# FreeBSD 11 Release - bhyve and Windows 7



## SemFLY (Sep 25, 2016)

Hi! 

Host computer

*OS* FreeBSD 11 Release
*Processor* Intel(R) Core(TM) i7-4790K CPU @ 4.00GHz (3997.77-MHz K8-class CPU)
*real memory*  = 34359738368 (32768 MB)
*avail memory* = 33237377024 (31697 MB)
*SSD x 2* - Samsung SSD 850 EVO 500GB EMT01B6Q _(RAID Stripe - hardware)_

Guest.
I install Windows 7 Pro and Ultimate versions under VM bhyve.
Start install Windows 7.
Copynig files very fast, one second!
Installation goes two - three hours on this stage "Expandeding Windows files..."
and three dots move... move... move... install don't freeze, vm bhyve work normal.
But two - three hours... 0% or 3,5,6 or 8%...

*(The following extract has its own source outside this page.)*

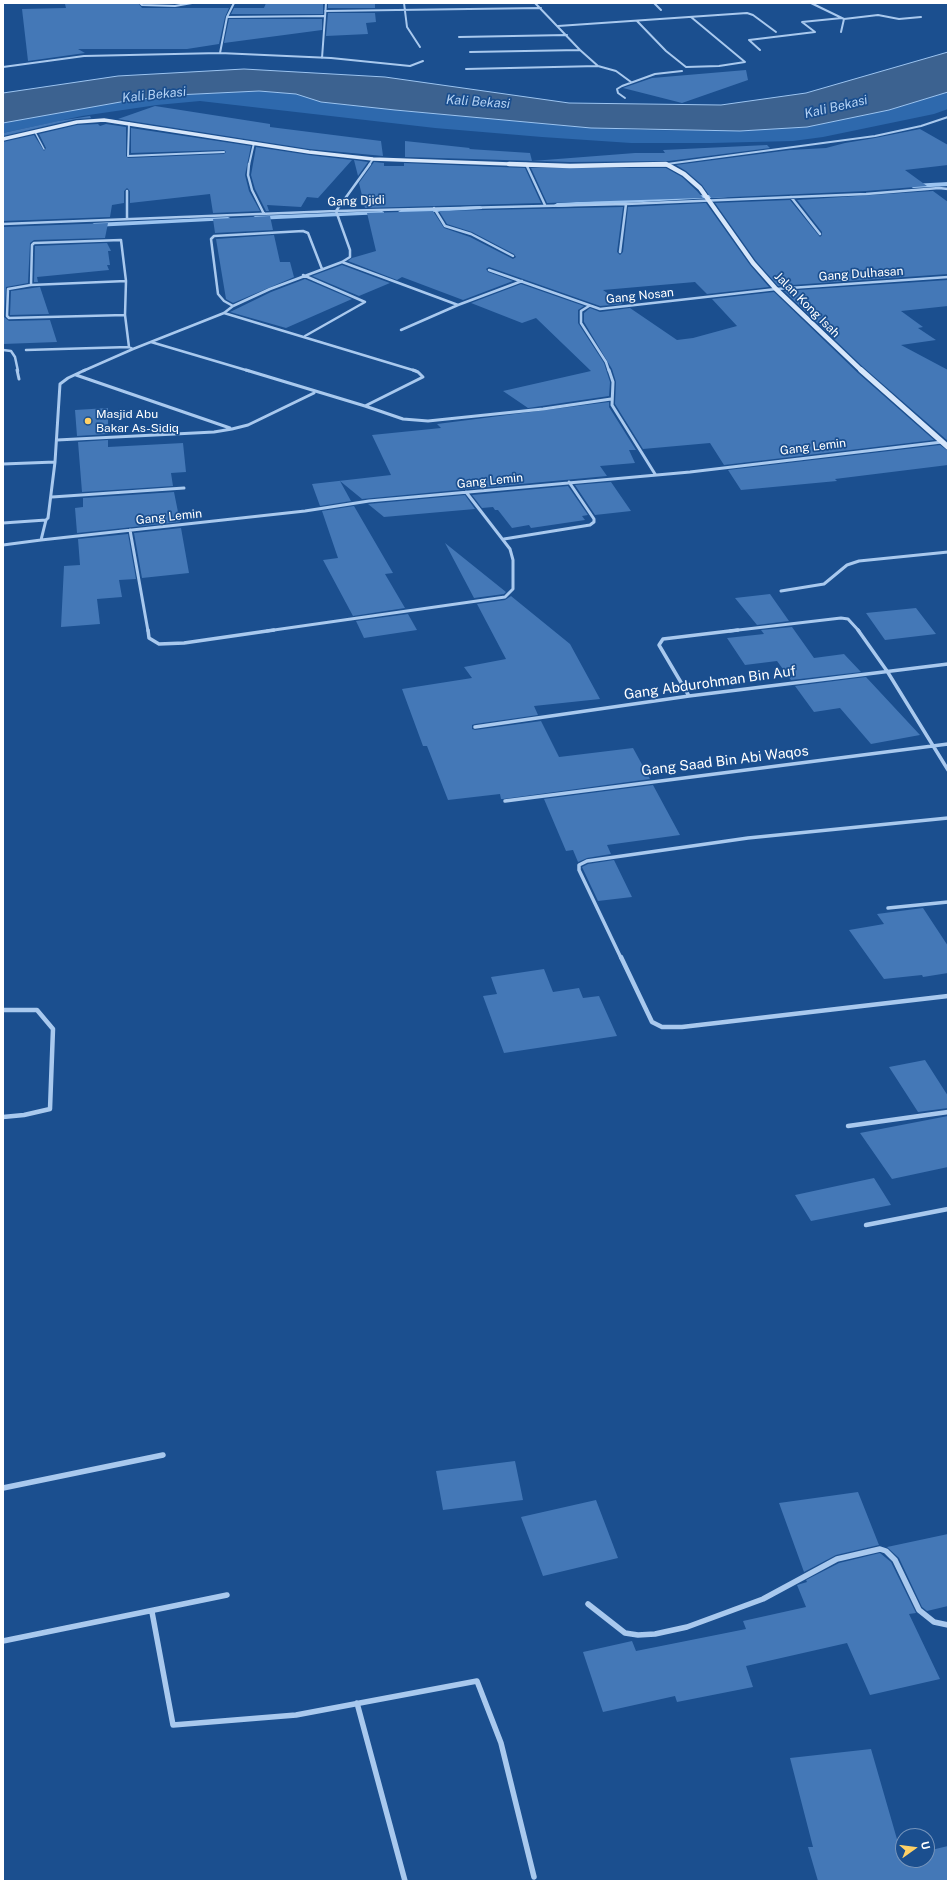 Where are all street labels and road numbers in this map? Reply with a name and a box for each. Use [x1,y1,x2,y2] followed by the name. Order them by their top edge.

After install finish all working very quckly, excellent boot, reboot system, RDP, install program, work glass effect(Aero theme), sound, video and etc.

Another system Windows 8, 8.1, Windows Server system, CentOS, FreeBSD and etc.
No problem with long installation, 5 - 10 minutes.


May be who know, why install only Windows 7 is too long ?
With achi problem and installer old, may be this ?

What ideas ?


----------



## grehan@ (Sep 26, 2016)

Win 7 is a slow install, but 2-3 hours does seem excessive (30-45 mins is more like it).

What did your bhyve config look like ?


----------



## SemFLY (Sep 27, 2016)

grehan@
Thanks for your answer 
This my config


```
# pwd
/vmdata
# cat bhyve_load_win7
```


```
#!/bin/sh
bhyve -c 2 -s 7,fbuf,tcp=0.0.0.0:5900 \
-s 0,hostbridge -s 3,ahci-hd,windows7.img \
-s 4,ahci-cd,win7_pro_x64.iso \
-s 10,virtio-net,tap0 -s 31,lpc -l bootrom,BHYVE_UEFI.fd \
-m 6G -H -w windows7
```


----------



## grehan@ (Sep 28, 2016)

Thanks, I'll see if I can repro that.

Something quick to try is to do the install with a single vCPU (-c 1), and then bump it up post-install.


----------



## grehan@ (Sep 30, 2016)

The first phase of an install with Win7 Home Premium, a single vCPU and 'sectorsize=512' appended to the ahci-hd option took ~40 mins. There was quite a bit of that time where the guest was idle, but Vista has similar behaviour during a scripted install in bhyve.


----------



## SemFLY (Sep 30, 2016)

grehan@ said:


> The first phase of an install with Win7 Home Premium, a single vCPU and 'sectorsize=512' appended to the ahci-hd option took ~40 mins. There was quite a bit of that time where the guest was idle, but Vista has similar behaviour during a scripted install in bhyve.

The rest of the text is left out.